Benevento - Guerra agli autovelox sulla Telese-Caianello, potrebbero scoppiare a breve una serie di granate giuridiche. Violentissime, capaci non solo di spazzare via gli oltre diecimila verbali elevati lungo la tratta sannita dell’arteria in questa prima parte del 2016, ma anche di aprire una prospettiva nuova per tutti coloro i cui ricorsi sono ancora pendenti o addirittura per chi ha già pagato.

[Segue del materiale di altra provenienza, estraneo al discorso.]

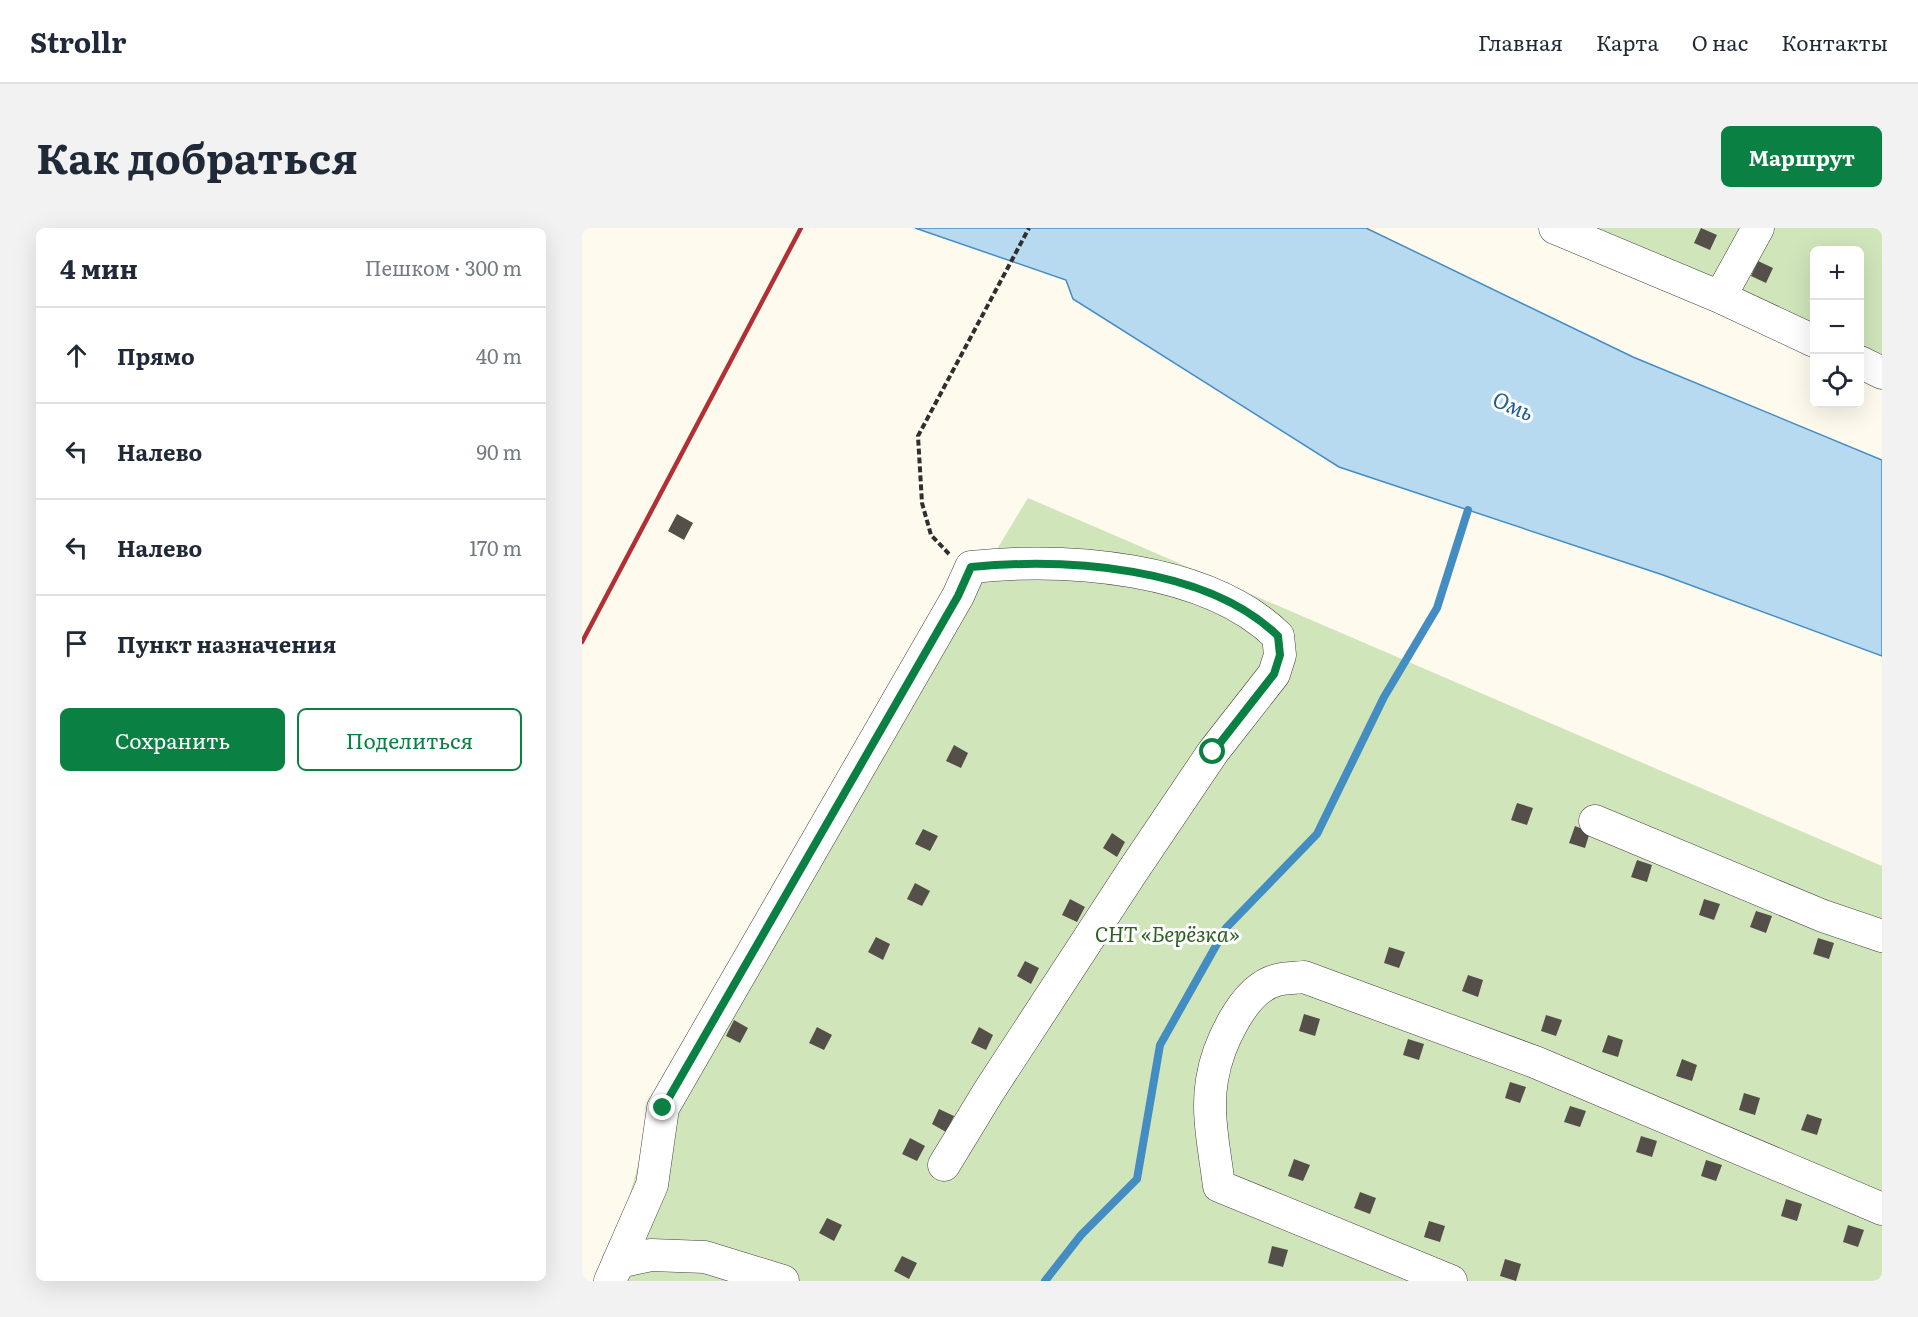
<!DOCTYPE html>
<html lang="ru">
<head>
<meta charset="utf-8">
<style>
	body { margin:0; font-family:Literata,serif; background:#f2f2f3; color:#1f2937 }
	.controls { position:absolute; right:18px; top:18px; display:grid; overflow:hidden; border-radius:9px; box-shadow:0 6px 24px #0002 }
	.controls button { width:54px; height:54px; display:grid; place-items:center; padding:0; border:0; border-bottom:2px solid #e0e1e3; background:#fff; color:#1f2937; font:30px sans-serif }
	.stop { position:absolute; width:18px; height:18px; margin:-14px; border:4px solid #0b8043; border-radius:50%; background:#fff }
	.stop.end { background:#0b8043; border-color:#fff; box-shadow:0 2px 6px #0008 }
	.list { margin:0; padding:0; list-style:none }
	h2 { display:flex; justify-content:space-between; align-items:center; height:78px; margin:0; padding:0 24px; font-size:26px }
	h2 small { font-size:20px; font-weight:400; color:#747a83 }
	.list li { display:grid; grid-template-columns:39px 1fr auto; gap:18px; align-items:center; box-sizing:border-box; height:96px; padding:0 24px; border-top:2px solid #e0e1e3 }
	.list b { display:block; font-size:22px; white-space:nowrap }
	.list em { font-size:20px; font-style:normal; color:#747a83 }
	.actions { display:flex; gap:12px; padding:18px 24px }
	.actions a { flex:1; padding:14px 0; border:2px solid #0b8043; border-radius:9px; text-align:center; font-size:21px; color:#0b8043 }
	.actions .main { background:#0b8043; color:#fff }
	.icon { flex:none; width:33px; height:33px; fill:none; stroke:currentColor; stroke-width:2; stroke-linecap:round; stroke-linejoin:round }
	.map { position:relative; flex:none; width:1300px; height:1053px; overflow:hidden; border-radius:9px }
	header { display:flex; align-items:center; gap:36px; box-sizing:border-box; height:84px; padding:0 30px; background:#fff; border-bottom:2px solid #e0e1e3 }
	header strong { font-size:28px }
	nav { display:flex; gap:33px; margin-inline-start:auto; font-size:21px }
	.intro { display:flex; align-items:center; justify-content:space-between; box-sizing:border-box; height:144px; padding:0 36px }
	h1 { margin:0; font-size:42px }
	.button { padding:15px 27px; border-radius:9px; background:#0b8043; color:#fff; font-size:21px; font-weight:700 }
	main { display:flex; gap:36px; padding:0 36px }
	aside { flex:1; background:#fff; border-radius:9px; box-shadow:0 6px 24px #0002 }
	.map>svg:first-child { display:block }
	.green { fill:#d0e5ba }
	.water { fill:#b7daf1; stroke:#438dc3; stroke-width:1.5 }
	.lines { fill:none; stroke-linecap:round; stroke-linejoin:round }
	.stream { stroke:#438dc3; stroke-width:8 }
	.building { fill:#554f4a }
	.minor-casing { stroke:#404040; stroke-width:33 }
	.path { stroke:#2f2f2f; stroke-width:4; stroke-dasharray:6 3; stroke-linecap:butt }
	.minor { stroke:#fff; stroke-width:32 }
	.rail { stroke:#b23033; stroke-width:4.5 }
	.route { stroke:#0b8043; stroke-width:8 }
	.labels { text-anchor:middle; stroke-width:6; stroke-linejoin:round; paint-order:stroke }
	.park-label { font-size:21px; font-style:italic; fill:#2e6022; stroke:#fff }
	.water-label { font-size:22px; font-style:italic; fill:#205f95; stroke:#fff }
</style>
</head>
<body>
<header>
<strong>Strollr</strong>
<nav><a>Главная</a><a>Карта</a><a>О нас</a><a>Контакты</a></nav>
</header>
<div class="intro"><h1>Как добраться</h1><a class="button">Маршрут</a></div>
<main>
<aside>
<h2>4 мин<small>Пешком · 300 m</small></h2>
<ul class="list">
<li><svg class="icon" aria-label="ahead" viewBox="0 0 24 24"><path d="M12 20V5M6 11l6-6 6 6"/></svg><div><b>Прямо</b></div><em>40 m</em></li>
<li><svg class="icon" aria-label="left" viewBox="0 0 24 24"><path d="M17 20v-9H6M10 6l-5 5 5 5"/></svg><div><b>Налево</b></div><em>90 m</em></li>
<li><svg class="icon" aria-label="left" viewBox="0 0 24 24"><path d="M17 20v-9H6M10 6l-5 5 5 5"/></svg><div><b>Налево</b></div><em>170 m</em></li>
<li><svg class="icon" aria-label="arrive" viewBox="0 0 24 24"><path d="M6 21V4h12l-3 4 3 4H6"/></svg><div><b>Пункт назначения</b></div></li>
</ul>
<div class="actions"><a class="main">Сохранить</a><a>Поделиться</a></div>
</aside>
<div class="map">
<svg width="1300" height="1053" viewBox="0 0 1300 1053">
	<rect width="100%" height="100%" fill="#fefbee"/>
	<path class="green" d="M998 0H1300V134L1278 124V22H1232V103Z
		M446 270 1300 638V1053H23L69 892Z"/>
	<path class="water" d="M333 0H784L1051 129 1300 232V428L1081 347 757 239 491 71 484 52Z"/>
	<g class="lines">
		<path class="stream" d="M463 1053 499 1007 555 951 578 817 644 700 735 606 802 469 855 380 886 282"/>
	</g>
	<path class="building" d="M1119 0 1135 7 1128 22 1112 15Z
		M1176 33 1191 40 1184 55 1169 48Z
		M95 286 111 295 102 312 86 303Z
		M372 517 386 525 379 540 364 533Z
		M935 575 951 580 945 597 929 592Z
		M993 598 1008 604 1003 620 987 615Z
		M341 601 356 608 348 623 333 616Z
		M530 605 543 614 535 629 521 620Z
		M1055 632 1070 637 1065 654 1049 649Z
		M333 655 348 663 340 678 325 671Z
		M488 671 503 679 495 694 480 687Z
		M1122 671 1138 676 1132 692 1117 687Z
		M1174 683 1190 688 1184 705 1168 699Z
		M294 709 308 716 301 732 286 724Z
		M1236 710 1252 715 1247 731 1231 726Z
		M807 719 823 724 817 740 802 735Z
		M443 733 457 740 449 756 435 748Z
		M886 747 901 752 896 769 880 763Z
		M722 786 738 791 733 808 717 803Z
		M964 787 980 792 974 808 959 803Z
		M152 792 166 800 158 815 144 808Z
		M235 799 250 807 242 822 227 815Z
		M397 799 411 807 404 822 389 815Z
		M1026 807 1041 812 1036 829 1020 824Z
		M826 811 842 816 837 832 821 827Z
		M1100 831 1115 837 1110 853 1094 848Z
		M928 854 944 859 938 875 923 870Z
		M1162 865 1178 870 1173 887 1157 882Z
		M988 878 1004 883 998 899 982 894Z
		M357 881 372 888 364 904 350 896Z
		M1225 886 1240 891 1235 907 1219 902Z
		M1059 908 1075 913 1070 929 1054 924Z
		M328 910 343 918 335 933 320 926Z
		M712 931 728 937 721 953 706 948Z
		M1124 932 1140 937 1134 953 1119 948Z
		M778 964 794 970 788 986 772 980Z
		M1204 971 1220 976 1215 993 1199 988Z
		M245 990 260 997 252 1013 237 1005Z
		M847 993 863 998 858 1014 842 1009Z
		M1266 997 1282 1002 1276 1019 1261 1014Z
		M690 1018 706 1022 701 1039 686 1035Z
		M320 1028 335 1035 327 1051 312 1043Z
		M923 1031 939 1036 934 1053 918 1048Z"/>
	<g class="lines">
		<defs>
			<path id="minor" d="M973 0 1138 69 1232 113
				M1138 69 1176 0
				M1278 134 1300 145
				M1013 593 1241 688 1300 708
				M36 1034 69 1027 123 1029 201 1053
				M28 1053 70 957 81 880 376 368 389 339C484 329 624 338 696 408L698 427 692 446 631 524 550 644 407 863 362 937
				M869 1053 637 958C633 924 624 886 630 852 635 820 660 761 695 752 704 750 714 750 722 749L953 834 1300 981"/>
		</defs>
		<use href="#minor" class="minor-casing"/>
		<path class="path" d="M367 326 349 307 340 275 336 208 447 0"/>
		<use href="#minor" class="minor"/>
		<path class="rail" d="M0 414 219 0"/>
	</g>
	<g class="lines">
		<path class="route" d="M81 880 376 368 389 339C484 330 624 338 696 408L698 427 692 446 631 524"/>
	</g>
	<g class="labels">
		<g class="park-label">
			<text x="585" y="714">СНТ «Берёзка»</text>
		</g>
		<g class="water-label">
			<text transform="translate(931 178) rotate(23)" y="8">Омь</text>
		</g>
	</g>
</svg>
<div class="controls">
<button>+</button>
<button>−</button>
<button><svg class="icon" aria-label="locate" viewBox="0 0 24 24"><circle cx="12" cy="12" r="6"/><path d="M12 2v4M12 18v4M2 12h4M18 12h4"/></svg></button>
</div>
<div class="stop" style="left:631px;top:524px"></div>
<div class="stop end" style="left:81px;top:880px"></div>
</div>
</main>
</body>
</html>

Protagonista di questa battaglia è il comitato «Protrignina Abruzzo e Molise», il cui presidente Antonio Turdò è stato ieri mattina a Benevento, prima incontrando diversi automobilisti ma, soprattutto, recandosi in prefettura onde perfezionare la consegna della perizia tecnica tesa a dimostrare la non conformità delle postazioni autovelox fisse esistenti sulla Caianello e posta a supporto dei ricorsi depositati contro i verbali. Una perizia tecnica destinata, quindi, a diventare parte integrante ed aggiuntiva non solo di tutte le impugnazioni presentati finora, ma anche di quelli che verranno presentati in futuro.
«Lo abbiamo già detto e lo ribadiamo con forza – spiega l’avvocato Turdò – in quanto appare chiara la mancanza negli autovelox dei requisiti previsti dalle direttive sulla sicurezza stradale. Mi riferisco, ad esempio, alla segnaletica di preavviso, come pure alla mancanza del display che indica la velocità di andatura del mezzo prima della rilevazione ed al fatto che gli autovelox restano completamente invisibili durante l’attività nelle ore notturne, laddove dovrebbero essere segnalati da una fonte luminosa». Nei prossimi giorni dovrebbe tenersi anche un incontro, richiesto dal Comitato, con i vertici della Polstrada di Benevento.